Amazon SageMaker: A Key to Accelerating Enterprise Machine Learning Adoption
On November 29th, Amazon Web Services announced SageMaker, a managed machine language service that manages the authoring, model training, and hosting of algorithms and frameworks. These capabilities can be used by themselves, or as an end-to-end production pipeline.
SageMaker is currently available with a Free tier providing 250 hours of t2.medium notebook usage, 50 hours of m4.xlarge training usage, and 125 hours of m4.xlarge hosting usage for hosting for two months. After two months or for additional hours, the service is billed per instance, storage GB, and data transfer GB.
Amalgam Insights anticipates watching the adoption of SageMaker as it solves several basic problems in machine learning.
First, this service bridges multiple gaps that businesses face in operationalizing machine learning. It is not uncommon today to see businesses use one solution to create initial models based on statistical tools, then use a second tool to build models with relevant data for training and validation purposes, and then move these models to a third solution that can effectively support these models at operational scale. The gaps in between each of these activities can lead to multi-month delays as machine learning work needs to be re-built, re-documented, or re-translated into a new environment. Amazon SageMaker will allow data scientists and analysts to use consistent frameworks, code, identities, and algorithms from initial development to production deployment.

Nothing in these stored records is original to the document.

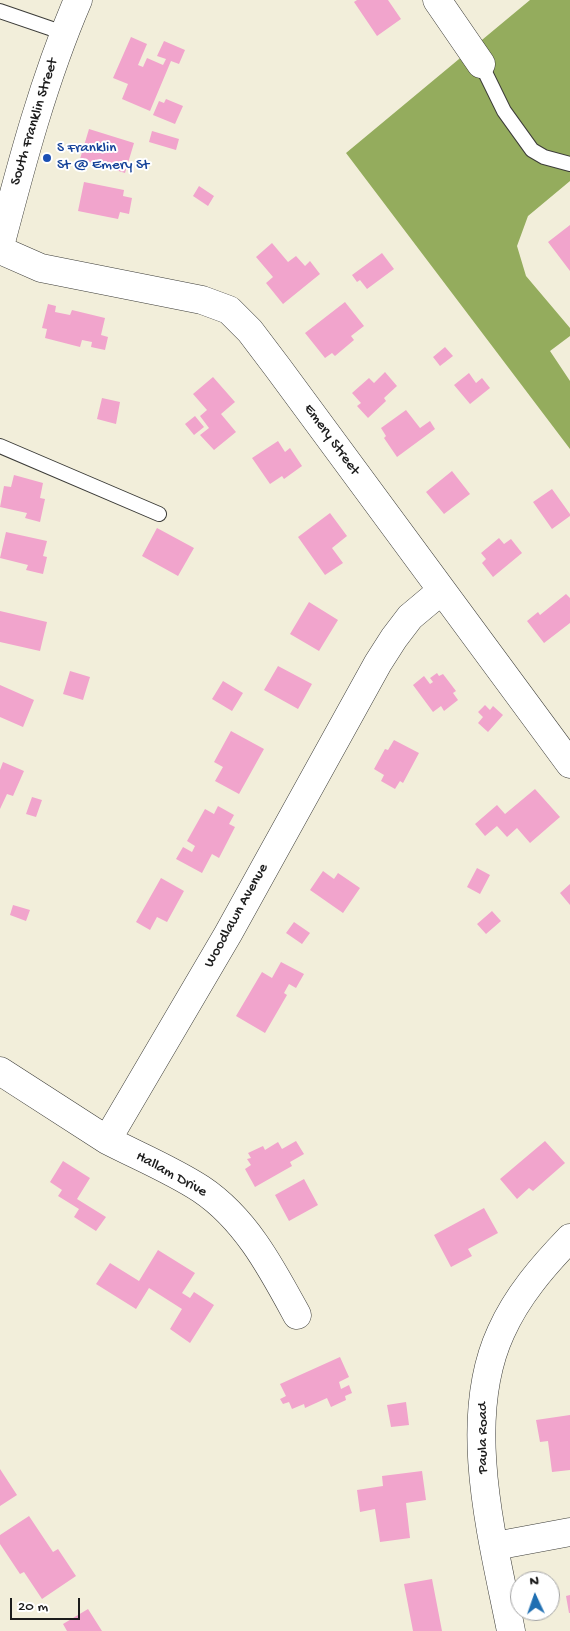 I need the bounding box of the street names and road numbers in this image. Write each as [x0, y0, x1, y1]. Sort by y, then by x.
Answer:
street label: South Franklin Street [7, 56, 63, 188]
street label: Emery Street [299, 401, 363, 479]
street label: Woodlawn Avenue [201, 861, 273, 971]
street label: Hallam Drive [132, 1148, 210, 1202]
street label: Paula Road [475, 1402, 493, 1474] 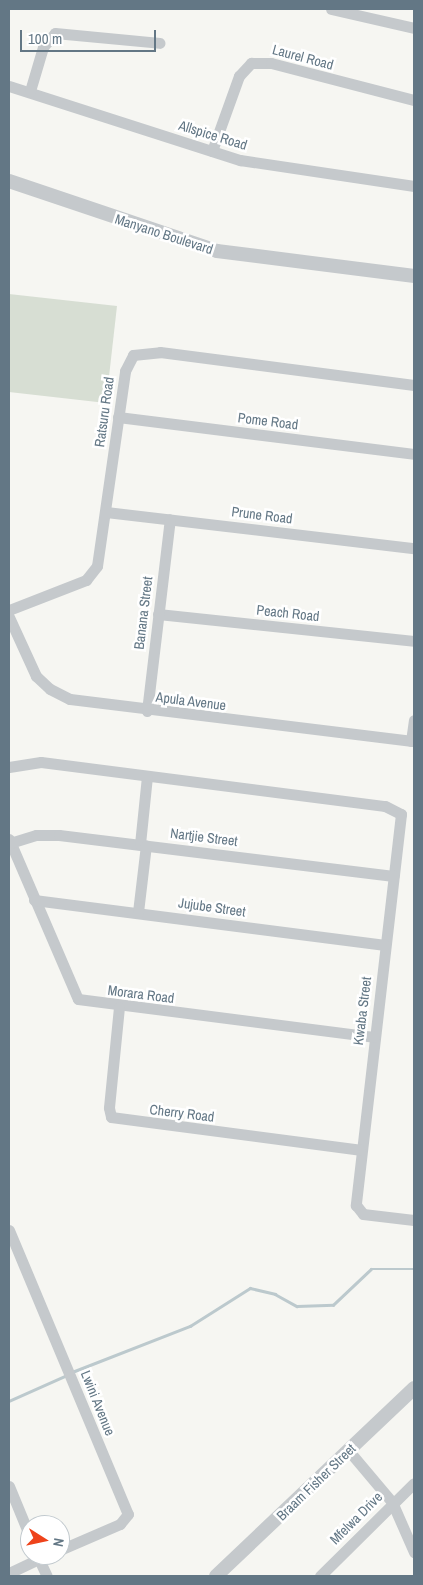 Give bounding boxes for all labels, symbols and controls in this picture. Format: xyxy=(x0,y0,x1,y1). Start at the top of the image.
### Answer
scale bar xyxy=(22,20,159,52)
text: 100 m xyxy=(28,28,62,49)
street label: Laurel Road xyxy=(271,41,335,73)
street label: Allspice Road xyxy=(177,117,249,153)
street label: Manyano Boulevard xyxy=(113,210,215,258)
street label: Ratsuru Road xyxy=(91,376,117,448)
street label: Pome Road xyxy=(237,409,299,433)
street label: Prune Road xyxy=(231,503,293,527)
street label: Banana Street xyxy=(130,576,156,650)
street label: Peach Road xyxy=(256,601,320,625)
street label: Apula Avenue xyxy=(155,688,227,714)
street label: Nartjie Street xyxy=(169,825,239,849)
street label: Jujube Street xyxy=(177,894,247,920)
street label: Kwaba Street xyxy=(349,976,375,1046)
street label: Morara Road xyxy=(107,982,175,1006)
street label: Cherry Road xyxy=(149,1101,215,1125)
street label: Lwini Avenue xyxy=(77,1368,119,1438)
street label: Braam Fisher Street xyxy=(273,1440,359,1524)
street label: Mfelwa Drive xyxy=(326,1488,386,1548)
north arrow xyxy=(20,1515,70,1565)
text: N xyxy=(49,1537,68,1548)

Second, SageMaker will allow machine learning projects to focus their investment on analytic enhancement rather than basic deployment. Amalgam believes that this capability will not replace machine learning workbenches and labs, but will serve an enhancement in accelerating time-to-market. In practice, Amalgam believe that data preparation, data science workbenches and machine learning automation solutions will provide value within SageMaker, which will serve as a pipeline to translate test and experimental models into operational results. Because SageMaker focuses on consistently portraying logical, algorithmic, and destination consistency across building, training, and hosting, there is a lot of room for value enhancement within these areas such as improving data quality and relevance, optimizing model efficacy, then optimizing algorithmic delivery.
Third, SageMaker can serve as a scalable monitoring and management view for machine learning jobs across different use cases. Although job management is far from the sexiest technology role, it is currently difficult to develop a holistic view of machine learning activities within an organization because it can be difficult to simply aggregate them in a consistent manner. SageMaker will provide an easy-to-access pipeline to evaluate, train, and support operational models to serve as a potential single version of the truth for monitoring machine learning.
SageMaker is going to enhance machine learning adoption in 2018 by making it far easier for companies to get started in translating a basic model into an application-ready and infrastructure-supported tool. Amalgam highly recommends that machine learning workbenches, model automation, and data preparation solutions work both on differentiating themselves from SageMaker and figure out how they best integrate with this solution.